Assigned task: Return the lines of the data below exactly. Start at the first and end with the line containing "function label(font, color, halo, rows, align".

Data extract:
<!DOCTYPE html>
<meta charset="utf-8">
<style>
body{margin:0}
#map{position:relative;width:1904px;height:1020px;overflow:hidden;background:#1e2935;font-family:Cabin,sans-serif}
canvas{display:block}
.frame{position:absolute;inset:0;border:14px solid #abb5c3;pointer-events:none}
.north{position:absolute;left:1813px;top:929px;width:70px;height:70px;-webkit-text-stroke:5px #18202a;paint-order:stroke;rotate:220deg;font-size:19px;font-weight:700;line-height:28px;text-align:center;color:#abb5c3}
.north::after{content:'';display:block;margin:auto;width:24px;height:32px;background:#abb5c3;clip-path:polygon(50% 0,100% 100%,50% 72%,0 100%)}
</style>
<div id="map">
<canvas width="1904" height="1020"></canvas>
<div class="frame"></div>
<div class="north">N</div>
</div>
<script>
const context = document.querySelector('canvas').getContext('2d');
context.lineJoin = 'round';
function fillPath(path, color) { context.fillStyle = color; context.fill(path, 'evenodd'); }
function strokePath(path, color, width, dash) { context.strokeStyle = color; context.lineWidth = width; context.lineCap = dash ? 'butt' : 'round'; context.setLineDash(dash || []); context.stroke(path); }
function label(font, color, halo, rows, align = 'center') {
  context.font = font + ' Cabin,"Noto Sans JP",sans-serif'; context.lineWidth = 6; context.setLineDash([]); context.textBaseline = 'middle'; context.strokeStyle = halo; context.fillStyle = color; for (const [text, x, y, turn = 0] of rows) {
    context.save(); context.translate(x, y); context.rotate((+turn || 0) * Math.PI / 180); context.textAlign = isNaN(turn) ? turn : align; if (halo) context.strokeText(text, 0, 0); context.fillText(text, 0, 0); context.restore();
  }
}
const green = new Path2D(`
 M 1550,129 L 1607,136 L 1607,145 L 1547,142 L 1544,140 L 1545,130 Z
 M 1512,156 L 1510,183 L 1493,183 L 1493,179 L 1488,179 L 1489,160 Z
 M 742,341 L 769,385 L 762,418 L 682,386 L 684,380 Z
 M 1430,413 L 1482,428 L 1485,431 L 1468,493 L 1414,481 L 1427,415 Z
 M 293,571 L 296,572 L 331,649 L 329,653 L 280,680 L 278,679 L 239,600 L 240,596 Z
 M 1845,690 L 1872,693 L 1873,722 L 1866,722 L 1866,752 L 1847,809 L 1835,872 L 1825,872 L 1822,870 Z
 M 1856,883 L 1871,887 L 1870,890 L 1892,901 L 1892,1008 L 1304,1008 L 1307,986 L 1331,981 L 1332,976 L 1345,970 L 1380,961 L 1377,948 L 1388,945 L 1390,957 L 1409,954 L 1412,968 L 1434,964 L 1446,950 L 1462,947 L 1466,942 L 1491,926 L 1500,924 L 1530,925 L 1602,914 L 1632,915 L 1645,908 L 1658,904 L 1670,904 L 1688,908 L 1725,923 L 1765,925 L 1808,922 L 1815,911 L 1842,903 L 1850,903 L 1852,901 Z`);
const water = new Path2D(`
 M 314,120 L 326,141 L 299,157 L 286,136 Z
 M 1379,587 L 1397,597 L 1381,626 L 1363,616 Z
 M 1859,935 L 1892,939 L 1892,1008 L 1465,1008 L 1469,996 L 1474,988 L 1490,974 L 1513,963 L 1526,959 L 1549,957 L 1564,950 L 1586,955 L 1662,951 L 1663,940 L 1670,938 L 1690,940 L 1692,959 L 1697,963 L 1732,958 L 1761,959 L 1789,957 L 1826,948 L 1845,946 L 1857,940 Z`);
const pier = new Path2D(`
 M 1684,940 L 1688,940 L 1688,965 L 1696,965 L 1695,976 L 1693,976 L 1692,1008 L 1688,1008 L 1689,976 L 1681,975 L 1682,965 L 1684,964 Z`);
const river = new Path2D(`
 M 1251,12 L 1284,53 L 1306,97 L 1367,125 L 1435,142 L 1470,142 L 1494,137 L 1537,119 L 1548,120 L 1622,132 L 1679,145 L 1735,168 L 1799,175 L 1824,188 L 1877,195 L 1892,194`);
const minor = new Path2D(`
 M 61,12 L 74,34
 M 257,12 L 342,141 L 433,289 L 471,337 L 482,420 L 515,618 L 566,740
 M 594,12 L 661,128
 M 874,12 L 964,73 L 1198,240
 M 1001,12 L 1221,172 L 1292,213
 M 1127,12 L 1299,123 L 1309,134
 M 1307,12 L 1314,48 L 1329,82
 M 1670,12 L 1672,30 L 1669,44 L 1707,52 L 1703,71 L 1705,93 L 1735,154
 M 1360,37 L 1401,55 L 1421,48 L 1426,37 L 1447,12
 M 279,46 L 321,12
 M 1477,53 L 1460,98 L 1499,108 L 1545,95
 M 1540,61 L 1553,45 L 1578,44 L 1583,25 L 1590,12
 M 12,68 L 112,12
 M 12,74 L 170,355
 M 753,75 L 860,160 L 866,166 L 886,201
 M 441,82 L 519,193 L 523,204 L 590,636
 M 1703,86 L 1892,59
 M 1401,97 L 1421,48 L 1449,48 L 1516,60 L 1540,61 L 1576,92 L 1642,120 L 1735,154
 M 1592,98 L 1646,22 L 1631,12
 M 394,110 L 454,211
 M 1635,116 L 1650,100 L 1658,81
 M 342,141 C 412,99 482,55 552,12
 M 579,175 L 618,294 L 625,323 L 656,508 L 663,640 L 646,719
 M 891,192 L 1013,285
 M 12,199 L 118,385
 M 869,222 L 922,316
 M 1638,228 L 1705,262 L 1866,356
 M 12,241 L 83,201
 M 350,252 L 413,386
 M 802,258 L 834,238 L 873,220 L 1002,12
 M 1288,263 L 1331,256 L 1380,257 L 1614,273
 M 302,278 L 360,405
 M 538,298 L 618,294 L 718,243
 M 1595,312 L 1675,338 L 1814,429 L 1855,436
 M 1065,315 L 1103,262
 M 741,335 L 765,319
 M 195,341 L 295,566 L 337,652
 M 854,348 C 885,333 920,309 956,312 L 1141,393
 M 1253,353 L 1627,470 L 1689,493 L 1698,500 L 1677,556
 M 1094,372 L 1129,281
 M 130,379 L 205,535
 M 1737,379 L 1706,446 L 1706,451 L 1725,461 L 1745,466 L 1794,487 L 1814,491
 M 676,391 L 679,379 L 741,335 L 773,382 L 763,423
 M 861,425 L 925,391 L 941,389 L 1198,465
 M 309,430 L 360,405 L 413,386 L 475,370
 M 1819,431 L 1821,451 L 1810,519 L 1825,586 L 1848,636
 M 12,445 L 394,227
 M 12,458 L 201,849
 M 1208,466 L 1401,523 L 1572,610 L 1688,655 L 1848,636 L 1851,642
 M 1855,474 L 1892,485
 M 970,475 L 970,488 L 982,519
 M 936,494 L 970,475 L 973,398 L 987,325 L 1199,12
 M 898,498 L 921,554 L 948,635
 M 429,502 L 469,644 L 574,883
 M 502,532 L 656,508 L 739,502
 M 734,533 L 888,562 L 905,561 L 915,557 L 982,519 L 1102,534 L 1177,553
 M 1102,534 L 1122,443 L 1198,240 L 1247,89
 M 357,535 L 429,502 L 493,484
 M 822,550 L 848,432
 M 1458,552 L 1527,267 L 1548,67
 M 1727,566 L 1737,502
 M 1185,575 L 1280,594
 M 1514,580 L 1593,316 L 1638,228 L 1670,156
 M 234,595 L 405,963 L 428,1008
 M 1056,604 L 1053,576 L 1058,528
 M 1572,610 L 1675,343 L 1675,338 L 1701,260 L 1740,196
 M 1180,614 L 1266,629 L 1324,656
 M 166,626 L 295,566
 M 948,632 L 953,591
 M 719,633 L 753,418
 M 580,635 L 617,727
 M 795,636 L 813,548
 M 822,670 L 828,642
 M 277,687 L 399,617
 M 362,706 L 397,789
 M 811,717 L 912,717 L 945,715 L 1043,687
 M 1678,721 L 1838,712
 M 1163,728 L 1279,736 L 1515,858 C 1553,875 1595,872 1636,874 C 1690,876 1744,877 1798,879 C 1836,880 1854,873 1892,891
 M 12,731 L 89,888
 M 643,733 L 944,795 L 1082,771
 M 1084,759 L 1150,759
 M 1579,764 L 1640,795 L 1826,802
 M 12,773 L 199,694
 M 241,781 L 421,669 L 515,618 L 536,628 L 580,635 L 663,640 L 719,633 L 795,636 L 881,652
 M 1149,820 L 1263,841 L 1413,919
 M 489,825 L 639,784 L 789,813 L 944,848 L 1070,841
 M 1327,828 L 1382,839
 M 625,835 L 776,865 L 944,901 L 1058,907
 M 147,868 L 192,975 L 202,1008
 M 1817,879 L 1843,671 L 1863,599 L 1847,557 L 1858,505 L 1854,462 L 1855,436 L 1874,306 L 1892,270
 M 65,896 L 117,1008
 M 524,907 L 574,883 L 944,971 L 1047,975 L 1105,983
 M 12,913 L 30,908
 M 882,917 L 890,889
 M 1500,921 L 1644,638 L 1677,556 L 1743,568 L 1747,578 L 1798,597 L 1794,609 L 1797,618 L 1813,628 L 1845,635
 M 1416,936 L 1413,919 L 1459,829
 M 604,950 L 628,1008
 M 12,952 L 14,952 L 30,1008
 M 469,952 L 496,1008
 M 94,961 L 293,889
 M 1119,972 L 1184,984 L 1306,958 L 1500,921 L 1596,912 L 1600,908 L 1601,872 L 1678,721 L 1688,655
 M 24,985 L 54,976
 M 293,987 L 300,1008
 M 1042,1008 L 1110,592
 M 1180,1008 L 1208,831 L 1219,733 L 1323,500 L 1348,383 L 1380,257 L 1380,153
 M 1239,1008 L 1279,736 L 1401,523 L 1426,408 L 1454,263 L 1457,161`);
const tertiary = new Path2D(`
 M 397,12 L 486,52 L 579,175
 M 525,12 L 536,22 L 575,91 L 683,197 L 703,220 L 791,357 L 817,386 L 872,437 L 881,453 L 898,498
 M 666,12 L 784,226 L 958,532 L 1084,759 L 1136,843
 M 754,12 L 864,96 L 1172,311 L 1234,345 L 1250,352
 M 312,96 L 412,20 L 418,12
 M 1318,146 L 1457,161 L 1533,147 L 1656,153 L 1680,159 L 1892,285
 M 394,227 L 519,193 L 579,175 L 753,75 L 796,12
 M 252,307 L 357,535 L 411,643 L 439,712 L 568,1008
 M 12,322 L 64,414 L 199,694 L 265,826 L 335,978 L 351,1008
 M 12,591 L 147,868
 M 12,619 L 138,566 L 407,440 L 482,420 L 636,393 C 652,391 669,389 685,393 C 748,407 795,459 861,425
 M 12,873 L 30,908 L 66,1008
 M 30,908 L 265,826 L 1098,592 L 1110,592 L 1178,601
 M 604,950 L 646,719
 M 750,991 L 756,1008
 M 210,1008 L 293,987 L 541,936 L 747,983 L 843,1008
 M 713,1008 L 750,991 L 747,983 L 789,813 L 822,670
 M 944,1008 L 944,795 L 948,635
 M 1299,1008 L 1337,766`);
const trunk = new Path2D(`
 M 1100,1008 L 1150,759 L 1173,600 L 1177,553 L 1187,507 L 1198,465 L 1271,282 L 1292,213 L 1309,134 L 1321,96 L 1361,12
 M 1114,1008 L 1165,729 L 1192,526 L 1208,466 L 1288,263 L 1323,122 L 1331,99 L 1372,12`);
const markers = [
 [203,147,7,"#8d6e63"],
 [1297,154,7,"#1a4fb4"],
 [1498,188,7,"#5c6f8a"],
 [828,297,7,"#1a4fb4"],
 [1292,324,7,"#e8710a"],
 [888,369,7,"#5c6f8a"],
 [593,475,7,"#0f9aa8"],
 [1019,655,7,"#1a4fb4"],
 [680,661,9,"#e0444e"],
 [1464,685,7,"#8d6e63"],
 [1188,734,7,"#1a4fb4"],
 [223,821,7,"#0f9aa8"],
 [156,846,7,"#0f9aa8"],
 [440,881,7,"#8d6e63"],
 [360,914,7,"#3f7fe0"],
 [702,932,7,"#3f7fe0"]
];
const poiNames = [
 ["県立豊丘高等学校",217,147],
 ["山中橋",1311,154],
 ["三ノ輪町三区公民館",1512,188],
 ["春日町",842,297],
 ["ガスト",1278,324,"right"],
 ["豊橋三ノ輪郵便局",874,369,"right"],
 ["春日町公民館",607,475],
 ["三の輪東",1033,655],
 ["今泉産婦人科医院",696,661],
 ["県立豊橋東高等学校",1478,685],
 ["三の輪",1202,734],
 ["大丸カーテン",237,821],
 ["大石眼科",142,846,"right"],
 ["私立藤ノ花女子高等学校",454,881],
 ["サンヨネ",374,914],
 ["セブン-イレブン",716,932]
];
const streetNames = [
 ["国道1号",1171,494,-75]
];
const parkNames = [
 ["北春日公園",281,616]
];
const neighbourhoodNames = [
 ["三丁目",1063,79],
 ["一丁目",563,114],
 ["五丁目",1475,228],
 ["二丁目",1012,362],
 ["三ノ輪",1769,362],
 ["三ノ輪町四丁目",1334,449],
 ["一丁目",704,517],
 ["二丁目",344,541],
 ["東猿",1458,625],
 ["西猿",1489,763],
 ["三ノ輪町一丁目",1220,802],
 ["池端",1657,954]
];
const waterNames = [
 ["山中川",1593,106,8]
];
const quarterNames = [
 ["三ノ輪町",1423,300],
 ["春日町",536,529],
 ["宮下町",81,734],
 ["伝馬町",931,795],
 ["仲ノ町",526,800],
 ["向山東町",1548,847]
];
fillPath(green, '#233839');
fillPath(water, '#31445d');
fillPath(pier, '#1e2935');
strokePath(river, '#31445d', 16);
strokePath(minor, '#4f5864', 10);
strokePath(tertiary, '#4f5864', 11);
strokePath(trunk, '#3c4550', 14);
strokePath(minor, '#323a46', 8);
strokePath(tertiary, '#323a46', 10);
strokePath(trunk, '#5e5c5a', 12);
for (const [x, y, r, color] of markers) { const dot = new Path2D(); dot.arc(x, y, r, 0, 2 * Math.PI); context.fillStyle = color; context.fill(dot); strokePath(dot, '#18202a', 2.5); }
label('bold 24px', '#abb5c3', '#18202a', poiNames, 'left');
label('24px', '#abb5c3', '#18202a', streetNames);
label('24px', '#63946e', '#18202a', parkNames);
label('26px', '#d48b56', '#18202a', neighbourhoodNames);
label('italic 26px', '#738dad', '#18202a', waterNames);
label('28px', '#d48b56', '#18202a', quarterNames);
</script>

Completed task:
<!DOCTYPE html>
<meta charset="utf-8">
<style>
body{margin:0}
#map{position:relative;width:1904px;height:1020px;overflow:hidden;background:#1e2935;font-family:Cabin,sans-serif}
canvas{display:block}
.frame{position:absolute;inset:0;border:14px solid #abb5c3;pointer-events:none}
.north{position:absolute;left:1813px;top:929px;width:70px;height:70px;-webkit-text-stroke:5px #18202a;paint-order:stroke;rotate:220deg;font-size:19px;font-weight:700;line-height:28px;text-align:center;color:#abb5c3}
.north::after{content:'';display:block;margin:auto;width:24px;height:32px;background:#abb5c3;clip-path:polygon(50% 0,100% 100%,50% 72%,0 100%)}
</style>
<div id="map">
<canvas width="1904" height="1020"></canvas>
<div class="frame"></div>
<div class="north">N</div>
</div>
<script>
const context = document.querySelector('canvas').getContext('2d');
context.lineJoin = 'round';
function fillPath(path, color) { context.fillStyle = color; context.fill(path, 'evenodd'); }
function strokePath(path, color, width, dash) { context.strokeStyle = color; context.lineWidth = width; context.lineCap = dash ? 'butt' : 'round'; context.setLineDash(dash || []); context.stroke(path); }
function label(font, color, halo, rows, align = 'center') {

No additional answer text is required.